#### TASK ITEM:
Quote the entries below from the line with "Read the street" through the line with "Quick job: Give", both ends included, and only those lines.

#### DATA FOR THIS TASK:
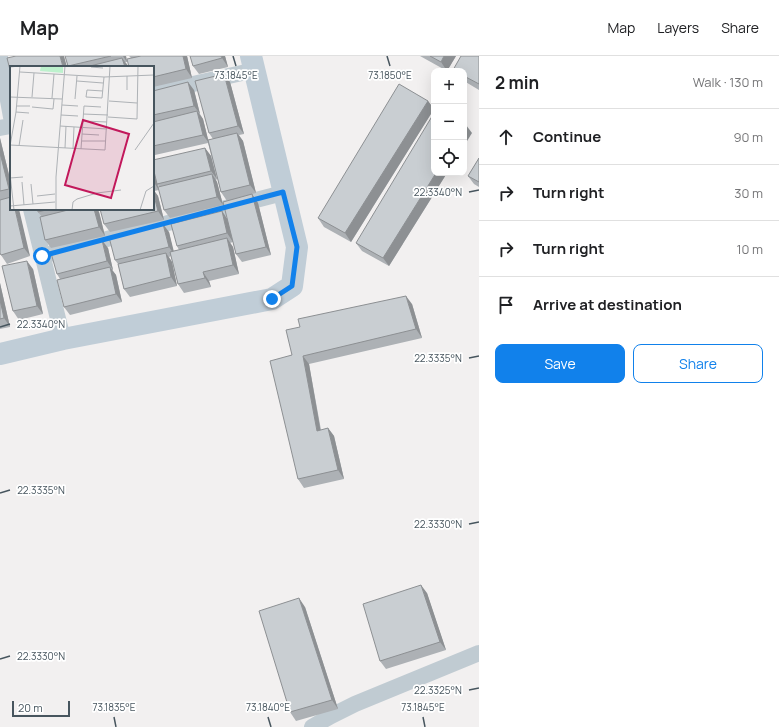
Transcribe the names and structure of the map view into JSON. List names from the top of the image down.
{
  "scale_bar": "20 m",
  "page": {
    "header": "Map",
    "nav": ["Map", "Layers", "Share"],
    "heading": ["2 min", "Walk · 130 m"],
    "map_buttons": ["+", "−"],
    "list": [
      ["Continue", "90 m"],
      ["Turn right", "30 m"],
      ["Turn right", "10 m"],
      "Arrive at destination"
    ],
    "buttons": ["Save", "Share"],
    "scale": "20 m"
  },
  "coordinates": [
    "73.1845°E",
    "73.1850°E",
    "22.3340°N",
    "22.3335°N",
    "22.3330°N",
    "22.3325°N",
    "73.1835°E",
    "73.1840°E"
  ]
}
--
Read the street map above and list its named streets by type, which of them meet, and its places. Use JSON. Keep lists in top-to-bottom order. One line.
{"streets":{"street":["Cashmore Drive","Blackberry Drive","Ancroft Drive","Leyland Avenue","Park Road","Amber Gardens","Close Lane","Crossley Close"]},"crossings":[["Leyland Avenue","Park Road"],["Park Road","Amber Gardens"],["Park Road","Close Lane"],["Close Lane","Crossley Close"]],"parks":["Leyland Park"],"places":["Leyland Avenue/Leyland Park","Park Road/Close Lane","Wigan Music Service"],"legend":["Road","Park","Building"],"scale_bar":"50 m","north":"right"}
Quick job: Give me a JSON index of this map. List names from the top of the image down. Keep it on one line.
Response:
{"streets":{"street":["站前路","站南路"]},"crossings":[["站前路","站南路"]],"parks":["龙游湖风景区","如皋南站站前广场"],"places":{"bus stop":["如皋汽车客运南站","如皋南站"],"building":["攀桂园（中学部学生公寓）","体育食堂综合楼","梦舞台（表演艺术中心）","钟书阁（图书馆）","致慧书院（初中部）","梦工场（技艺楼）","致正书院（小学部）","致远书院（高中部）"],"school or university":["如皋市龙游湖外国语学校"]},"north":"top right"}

#### TASK SOLUTION:
Read the street map above and list its named streets by type, which of them meet, and its places. Use JSON. Keep lists in top-to-bottom order. One line.
{"streets":{"street":["Cashmore Drive","Blackberry Drive","Ancroft Drive","Leyland Avenue","Park Road","Amber Gardens","Close Lane","Crossley Close"]},"crossings":[["Leyland Avenue","Park Road"],["Park Road","Amber Gardens"],["Park Road","Close Lane"],["Close Lane","Crossley Close"]],"parks":["Leyland Park"],"places":["Leyland Avenue/Leyland Park","Park Road/Close Lane","Wigan Music Service"],"legend":["Road","Park","Building"],"scale_bar":"50 m","north":"right"}
Quick job: Give me a JSON index of this map. List names from the top of the image down. Keep it on one line.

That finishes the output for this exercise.